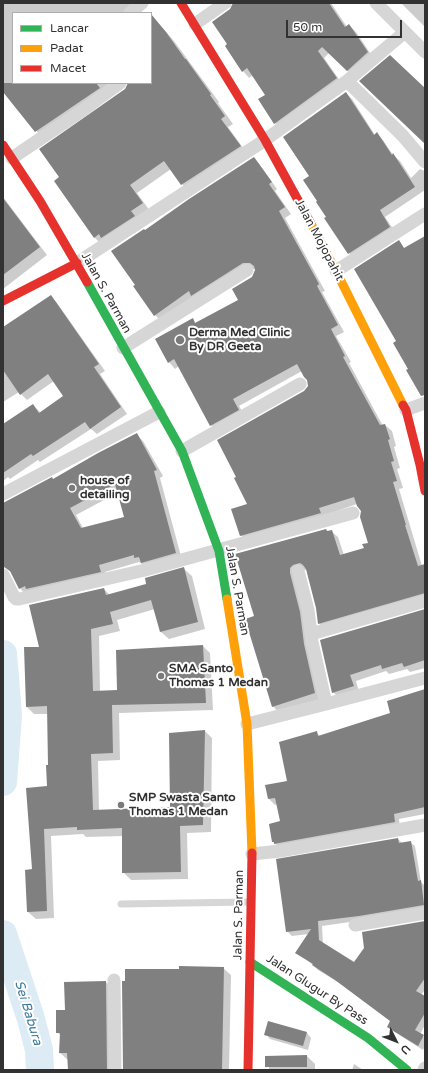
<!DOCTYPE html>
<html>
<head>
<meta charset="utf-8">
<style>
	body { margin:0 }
	#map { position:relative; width:428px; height:1073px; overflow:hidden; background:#fff; font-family:"Varela Round",sans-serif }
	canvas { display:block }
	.frame { position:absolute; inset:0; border:4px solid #323232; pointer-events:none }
	.legend { position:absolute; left:12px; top:12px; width:140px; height:72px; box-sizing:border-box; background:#fff; border:1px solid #adadad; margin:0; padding:5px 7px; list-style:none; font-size:12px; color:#323232 }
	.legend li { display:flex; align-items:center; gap:8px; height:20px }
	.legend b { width:20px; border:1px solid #adadad }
	.north { position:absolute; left:376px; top:1021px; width:40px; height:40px; -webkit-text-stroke:3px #fff; paint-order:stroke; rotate:132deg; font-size:11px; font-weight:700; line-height:16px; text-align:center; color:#323232 }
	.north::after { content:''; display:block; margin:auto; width:14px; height:18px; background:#323232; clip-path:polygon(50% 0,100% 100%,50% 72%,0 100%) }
	.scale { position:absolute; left:286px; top:20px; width:116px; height:18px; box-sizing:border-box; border:2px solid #323232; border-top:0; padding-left:5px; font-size:12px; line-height:14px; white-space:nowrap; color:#323232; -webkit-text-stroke:3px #fff; paint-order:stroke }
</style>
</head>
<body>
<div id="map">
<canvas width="428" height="1073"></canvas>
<div class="frame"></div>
<ul class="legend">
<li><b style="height:5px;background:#30b455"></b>Lancar</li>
<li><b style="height:5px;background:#ff9f0a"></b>Padat</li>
<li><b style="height:5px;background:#e5322d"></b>Macet</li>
</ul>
<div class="north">U</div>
<div class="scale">50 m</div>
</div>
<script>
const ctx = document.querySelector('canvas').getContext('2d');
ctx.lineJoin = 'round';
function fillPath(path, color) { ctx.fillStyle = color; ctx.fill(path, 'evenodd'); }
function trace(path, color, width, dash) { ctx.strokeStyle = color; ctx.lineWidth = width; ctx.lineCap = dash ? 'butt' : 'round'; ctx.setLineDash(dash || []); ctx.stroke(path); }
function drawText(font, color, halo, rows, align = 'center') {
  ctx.font = font + ' "Varela Round",sans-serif'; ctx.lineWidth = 4; ctx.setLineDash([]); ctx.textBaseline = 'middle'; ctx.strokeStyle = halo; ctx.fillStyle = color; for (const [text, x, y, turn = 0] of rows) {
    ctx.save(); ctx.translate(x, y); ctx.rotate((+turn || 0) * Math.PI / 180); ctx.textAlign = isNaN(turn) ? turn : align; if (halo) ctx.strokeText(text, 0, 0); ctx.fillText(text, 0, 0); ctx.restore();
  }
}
const shadow = new Path2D(`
	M3,3H143L136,13H13V83H151V15L174,41L219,102L218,103L233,124L228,127L248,155L190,192L182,184L171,169L137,193L150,211L102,245L94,237L60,177L125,90L128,84H124L44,140L3,91Z
	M234,3H331L347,27L349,25L356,32L374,59L354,77L329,53L324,58L343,85L281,130L275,123L266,95L253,75L249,78L243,71L228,44Z
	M401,3H425V27Z
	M346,93L352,99L375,135L377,134L383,140L393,155L400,161L411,178L420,169L425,171V190L385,217L396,233L355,259L349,253L327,218L319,201L311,176Z
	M254,158L260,165L277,189L275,191L291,214L285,218L325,291L322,292L344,332L336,336L351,362L349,363L383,426L385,425L392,431L396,446L394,447L400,468L397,469L403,488L399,489L422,566L425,565V602L325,630L319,623L317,608L307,570H302L321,700L279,713L273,706L256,617L236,554L331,531L338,537L344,555L365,549L369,543L362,510L357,504L247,542L241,535L249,505L305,392L310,386L308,380L302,371L239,406L245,416L218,432L211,425L179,366L175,369L169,362L192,320L196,324L240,300L257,269H250L161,321L155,315L136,285L145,232Z
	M3,197L47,255L3,289Z
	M51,296L57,303L105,371L100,374L127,414L97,434L91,429L40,462L38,460L10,479L8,477L3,481V424L33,405L41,413L65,397L54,381L27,400L19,392L3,402V329Z
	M136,434L143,441L163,476L160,478L182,560L142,564L139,562L105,572L106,578L26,595L20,588L13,574L5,567L3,562V505L54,480ZM119,492L126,518L83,528L76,515Z
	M184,569L192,576L205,629L169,639L161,632L155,609L117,620L120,631L99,636L100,692L118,691L203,646L210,653L213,710L119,713L120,760L98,761L99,811L171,808L205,731L212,738L211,832L187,833L188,879L131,880L123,872V836L86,837L83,834L51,836L54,918L36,919L28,912L33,870L48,787L49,766L48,714H34L27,707L40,648L104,589L110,595L148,584Z
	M425,610V668L410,672L407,669L389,674L386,671L356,681L359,692L339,698L333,692L321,640Z
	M425,690V814L399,819L400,828L279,847L273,842L281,822L277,804L275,805L269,799L267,786L288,782L316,732L320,736L392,714Z
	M398,839L402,843L410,842L415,846L421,882L425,886V910L364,920L322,926L323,944L354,963L425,922V990L421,995L425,997V1025L420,1034L425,1038V1046L423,1050L393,1031L388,1027L391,1021L341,984L318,970L313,965L297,952L309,934L292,936L287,931Z
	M223,968L231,975L229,1070H124L180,970Z
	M106,982L113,990L114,1070H69L68,1060L60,1053L61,1036L57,1032L66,1011Z
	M307,1033L311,1038L308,1050L270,1039L266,1034Z
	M307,1056L315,1064V1070H269V1057Z
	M354,1064L363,1070H352Z`);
const river = new Path2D(`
	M3,654L8,715L3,782
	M3,934L31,1019L39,1050L40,1070`);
const building = new Path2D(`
	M233,3H329L345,27L349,24L368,52L347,71L322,47L318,51L337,78L274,124L258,99L265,95L247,68L242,72L225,46L227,44L212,22L230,9Z
	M151,14L166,32L185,59H186L211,94L210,95L225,116L221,119L241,146L181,185L164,161L130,185L143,203L131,211L135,216L101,238L99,234L94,238L54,181L59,177L39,149L125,89L128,83H151Z
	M390,55L425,88V144L359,81Z
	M3,83H96L100,88L35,132L3,92Z
	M346,92L374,135L377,132L392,155L393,153L415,187L380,210L390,227L348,254L324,218L326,217L316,202L317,201L303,180L309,176L283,137Z
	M254,157L272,182L269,184L285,207L279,211L319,284L317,286L338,325L331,329L345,356L343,357L380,425L385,424L390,439L388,440L394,461L391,462L397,481L393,482L406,525H405L418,566L425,564V593L318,624L316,608L306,569L303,565L300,563L293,565L290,568V573L300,612L304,644L315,693L272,707L245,619L254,616L235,554L326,529L327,531L332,530L340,555L364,548L362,544L368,543L360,517L361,511L357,506L354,497L319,508L321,513L240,536L231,509L247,504L234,478L236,477L217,440L304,391L308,386L307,380L304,377L297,364L233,399L239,410L210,426L174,359L168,363L155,339L193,318L195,323L238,300L232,289L252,277L255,270L254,266L250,263H243L191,296L189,291L154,316L133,286L135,285L111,251L144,229L145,230L189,199Z
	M3,198L40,247L3,275Z
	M425,236V395L421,396L406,370L408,369L393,343L396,341L354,269L399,240L404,248Z
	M51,295L99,364L94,367L121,407L90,429L85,422L33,456L31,454L3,473V424L33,404L39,413L63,396L48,374L20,395L3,370V327Z
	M137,433L157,470L154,471L176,553L141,563L139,557L134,558V555L99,565L101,572L26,589L25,586L19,589L10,571L4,567L3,564V503L52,477L53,479L98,453ZM115,484L124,517L81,528L70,508Z
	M184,567L198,622L160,632L151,600L110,612L113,624L91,629L93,691L117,690L116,650L203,645L206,703L112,705L113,753L91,754L93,810L170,807L169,733L205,730L203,825L180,826L181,872L122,873V828L77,830V827L44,829L47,911L27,912L25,870L32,869L26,788L47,786L46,765H48L47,706L26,707L24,647H39L29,605L104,588L106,595L146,584L145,578Z
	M425,609V660L404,667L402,663L382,669L381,665L350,675L354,686L332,693L320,640Z
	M425,689V807L394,814L395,822L279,843L274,844V842H272L269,824L280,821L275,798L268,799L265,785L287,781L279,742L317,731L318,736L390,713L387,701Z
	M398,838L399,843L411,841L418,881L421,880L424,905L359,916L318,921L319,940L354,962L364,948L362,932L425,921V978L416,991L425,996V1013L415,1030L424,1035L418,1046L387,1027L390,1021L335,980L312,965L313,964L295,953L311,929L286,932L276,859Z
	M179,966L224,967L222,1070H123L122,981H125V969H179Z
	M106,981L107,1070H68L67,1053H59L60,1033H56V1010H65L64,982Z
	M268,1021L307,1032L303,1046L264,1035Z
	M307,1055V1067H265V1056Z`);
const lane = new Path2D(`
	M121,904L248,902`);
const street = new Path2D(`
	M376,3L425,52
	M130,13L142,3
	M195,24L225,3
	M347,81L403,136L425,162
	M12,158L83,110L120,83
	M77,263L265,140L347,81L405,32
	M336,271L425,214
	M123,348L247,270
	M406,410L425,403
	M182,451L300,384
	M3,494L159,412
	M298,571L308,610L311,634
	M3,575L14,597L16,599H19L145,570L353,513
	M326,704L312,642L311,634L425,601
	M247,724L326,704L425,678
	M252,854L280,851L425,825
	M355,925L425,913
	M114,980L115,1070
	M424,1070L425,1068`);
const fast = new Path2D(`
	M87,282L182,451L219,551L227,599
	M250,962L368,1038L407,1070`);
const slow = new Path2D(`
	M310,222L336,271L403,405
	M227,599L247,724L252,853`);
const jam = new Path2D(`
	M181,3L265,140L310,222
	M3,145L40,201L87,282
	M3,301L77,263
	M403,405L406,410L420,465L425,491
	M248,1070L252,853`);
const markers = [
	[180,340,5,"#7a7a7a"],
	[72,488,4,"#7a7a7a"],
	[161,676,4,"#7a7a7a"],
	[121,805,4,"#7a7a7a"]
];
const streetNames = [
	["Jalan Mojopahit",319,240,62],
	["Jalan S. Parman",106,293,61],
	["Jalan S. Parman",237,591,80],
	["Jalan S. Parman",239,915,-89],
	["Jalan Glugur By Pass",317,990,33]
];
const poiNames = [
	["Derma Med Clinic",189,333],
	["By DR Geeta",189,347],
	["house of",80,481],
	["detailing",80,495],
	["SMA Santo",169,669],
	["Thomas 1 Medan",169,683],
	["SMP Swasta Santo",129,798],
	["Thomas 1 Medan",129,812]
];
const waterNames = [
	["Sei Babura",28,1013,73]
];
fillPath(shadow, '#0003');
trace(river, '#dcebf4', 28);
fillPath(building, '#808080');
trace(lane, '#d6d6d6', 7);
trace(street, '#d6d6d6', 13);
trace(fast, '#30b455', 9);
trace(slow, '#ff9f0a', 9);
trace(jam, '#e5322d', 9);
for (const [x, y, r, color] of markers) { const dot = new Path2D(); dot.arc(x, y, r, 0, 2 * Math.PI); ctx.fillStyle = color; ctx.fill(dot); trace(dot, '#fff', 1.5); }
drawText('12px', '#323232', '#fff', streetNames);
drawText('bold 12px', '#323232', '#fff', poiNames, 'left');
drawText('italic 13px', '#3b789a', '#fff', waterNames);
</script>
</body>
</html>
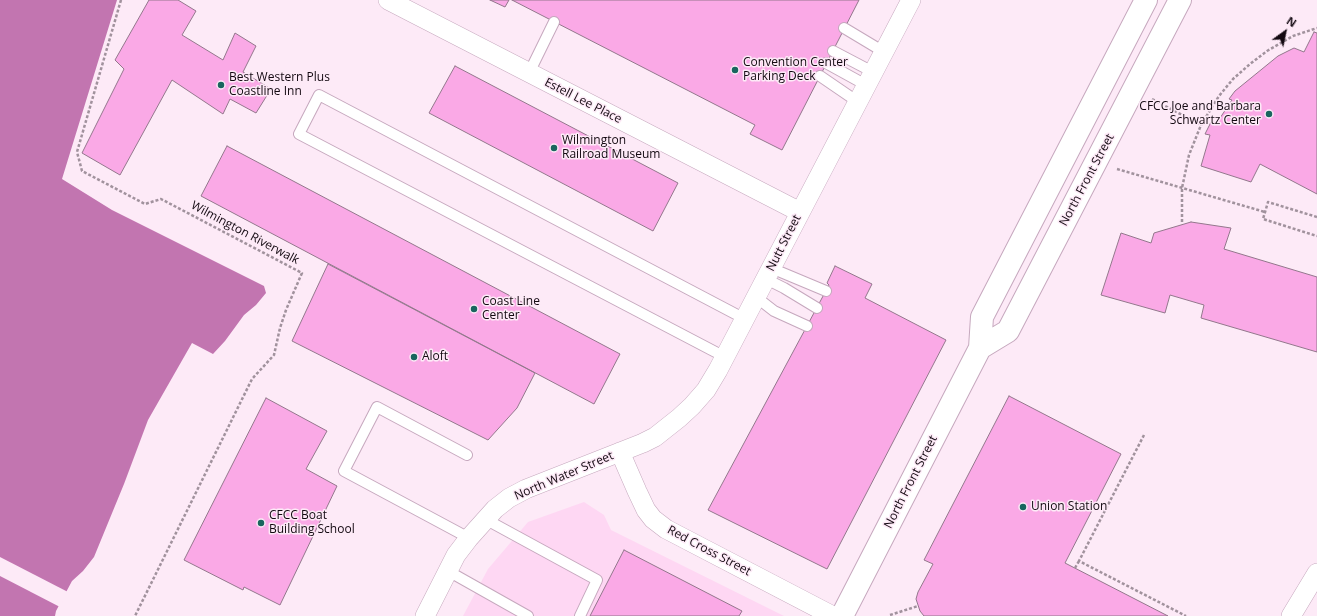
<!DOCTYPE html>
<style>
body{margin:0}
#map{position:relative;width:1317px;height:616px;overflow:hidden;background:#fdeaf7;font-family:"Open Sans",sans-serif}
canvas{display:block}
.north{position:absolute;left:1265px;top:12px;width:40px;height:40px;-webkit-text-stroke:3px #fdeaf7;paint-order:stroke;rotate:33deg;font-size:11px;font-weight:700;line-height:16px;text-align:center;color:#130911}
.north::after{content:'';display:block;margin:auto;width:14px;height:18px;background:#130911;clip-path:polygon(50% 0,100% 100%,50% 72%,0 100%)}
</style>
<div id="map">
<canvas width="1317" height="616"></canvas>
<div class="north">N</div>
</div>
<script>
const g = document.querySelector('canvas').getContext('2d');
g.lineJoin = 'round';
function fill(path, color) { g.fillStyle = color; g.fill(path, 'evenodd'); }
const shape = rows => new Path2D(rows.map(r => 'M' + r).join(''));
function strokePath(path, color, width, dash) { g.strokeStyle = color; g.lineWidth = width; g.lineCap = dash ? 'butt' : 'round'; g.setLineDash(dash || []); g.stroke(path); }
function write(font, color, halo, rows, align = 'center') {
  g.font = font + ' "Open Sans",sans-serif'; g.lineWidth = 3; g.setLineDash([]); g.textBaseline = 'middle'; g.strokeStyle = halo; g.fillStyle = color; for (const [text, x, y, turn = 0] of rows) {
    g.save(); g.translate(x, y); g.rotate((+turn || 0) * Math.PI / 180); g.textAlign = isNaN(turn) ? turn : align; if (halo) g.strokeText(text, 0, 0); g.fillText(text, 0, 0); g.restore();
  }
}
fill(shape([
 [584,502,604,515,611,530,784,616,463,616,488,569,528,522]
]), '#fed7f3');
fill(shape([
 [0,0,117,0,62,179,112,210,264,286,266,293,256,305,244,315,225,341,213,354,192,343,148,420,124,484,94,557,83,571,72,581,56,611,55,616,0,616]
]), '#c275b0');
fill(shape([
 [0,557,68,592,60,607,0,576]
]), '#fdeaf7');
const building = shape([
 [149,0,178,0,196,11,182,35,223,60,235,33,256,46,243,72,271,89,256,113,230,99,223,114,172,80,120,175,82,153,124,69,115,60,149,0],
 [490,0,509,0,505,7,490,0],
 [512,0,859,0,782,150,750,134,755,125,512,0],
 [1314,32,1317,33,1317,194,1260,164,1251,182,1201,166,1210,135,1205,134,1211,122,1216,124,1232,100,1229,99,1235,91,1278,56,1294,48,1304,52,1314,32],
 [455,66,678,183,653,231,429,113,455,66],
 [227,146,620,354,594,404,201,196,227,146],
 [1191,222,1231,228,1224,249,1317,277,1317,352,1201,318,1204,305,1170,295,1165,313,1101,295,1121,233,1151,243,1154,233,1191,222],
 [328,264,535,373,517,408,488,440,292,341,328,264],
 [835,266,872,284,865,298,946,340,827,569,708,510,829,285,827,283,835,266],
 [1009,396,1121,454,1065,563,1168,616,924,616,920,611,916,599,918,592,933,564,924,560,1009,396],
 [266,398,327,431,306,469,337,486,280,605,244,587,243,590,184,560,266,398],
 [624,550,742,611,739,616,590,616,624,550]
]);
fill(building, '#faa9e6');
strokePath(building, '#93778c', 1);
const service = shape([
 [844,28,884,52],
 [833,51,873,72],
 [826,63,866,85],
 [529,73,554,22],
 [820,76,858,102],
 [771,268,826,291],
 [766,279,784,288,817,308],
 [756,297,774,311,807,326],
 [725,357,299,134,319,95,745,319],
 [467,455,377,407,344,471,469,538],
 [485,519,597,580,580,616],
 [448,571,528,616]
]);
const minor = shape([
 [388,0,800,212],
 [620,452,637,491,646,510,653,519,666,529,833,616],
 [425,616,456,555,469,538,495,509,509,498,526,489,643,443,655,437,679,418,692,406,706,390,718,370,911,0],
 [1291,616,1317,573]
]);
const secondary = shape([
 [980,348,1008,331,1180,0],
 [842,616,980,348,982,317,1146,0]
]);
strokePath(service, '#c6a8be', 12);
strokePath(minor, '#c6a8be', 20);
strokePath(secondary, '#c6a8be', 24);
strokePath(shape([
 [121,0,77,152,82,171,145,204,161,199,302,273,286,310,280,328,274,355,252,379,135,616],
 [1152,99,1201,125],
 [1117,169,1265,212],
 [1317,217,1268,202,1263,219,1317,236],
 [1182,222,1182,188,1189,155,1201,125,1219,96,1233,79,1250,64,1267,51,1293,36,1317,28],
 [1144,435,1079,561,1186,616],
 [1075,568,1079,561],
 [890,615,918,606]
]), '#a1929d', 2.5, [3, 2]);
strokePath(service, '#fff', 10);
strokePath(minor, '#fff', 19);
strokePath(secondary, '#fff', 22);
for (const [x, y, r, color] of [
 [735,70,4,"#19655e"],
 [221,85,4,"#19655e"],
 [1269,114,4,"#19655e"],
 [554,148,4,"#19655e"],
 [474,309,4,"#19655e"],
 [414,357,4,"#19655e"],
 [1023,507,4,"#19655e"],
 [261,523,4,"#19655e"]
]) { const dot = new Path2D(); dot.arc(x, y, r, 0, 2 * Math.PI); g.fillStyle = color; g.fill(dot); strokePath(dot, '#fdeaf7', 1.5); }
write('12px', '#130911', '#fdeaf7', [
 ["Convention Center",743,63],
 ["Parking Deck",743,77],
 ["Best Western Plus",229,78],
 ["Coastline Inn",229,92],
 ["CFCC Joe and Barbara",1261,107,"right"],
 ["Schwartz Center",1261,121,"right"],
 ["Wilmington",562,141],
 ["Railroad Museum",562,155],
 ["Coast Line",482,302],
 ["Center",482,316],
 ["Aloft",422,357],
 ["Union Station",1031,507],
 ["CFCC Boat",269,516],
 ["Building School",269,530]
], 'left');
write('12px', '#130911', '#fdeaf7', [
 ["Estell Lee Place",583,101,27],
 ["North Front Street",1087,180,-62],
 ["Wilmington Riverwalk",245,233,28],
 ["Nutt Street",784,243,-63],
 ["North Water Street",564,476,-23],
 ["North Front Street",911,482,-63],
 ["Red Cross Street",709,551,28]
]);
</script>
━━━━━━━━━━
Task details
For each line above that contains the word "lineCap", make a copy.

Answer to this problem
function trace(path, color, width, dash) { ctx.strokeStyle = color; ctx.lineWidth = width; ctx.lineCap = dash ? 'butt' : 'round'; ctx.setLineDash(dash || []); ctx.stroke(path); }
function strokePath(path, color, width, dash) { g.strokeStyle = color; g.lineWidth = width; g.lineCap = dash ? 'butt' : 'round'; g.setLineDash(dash || []); g.stroke(path); }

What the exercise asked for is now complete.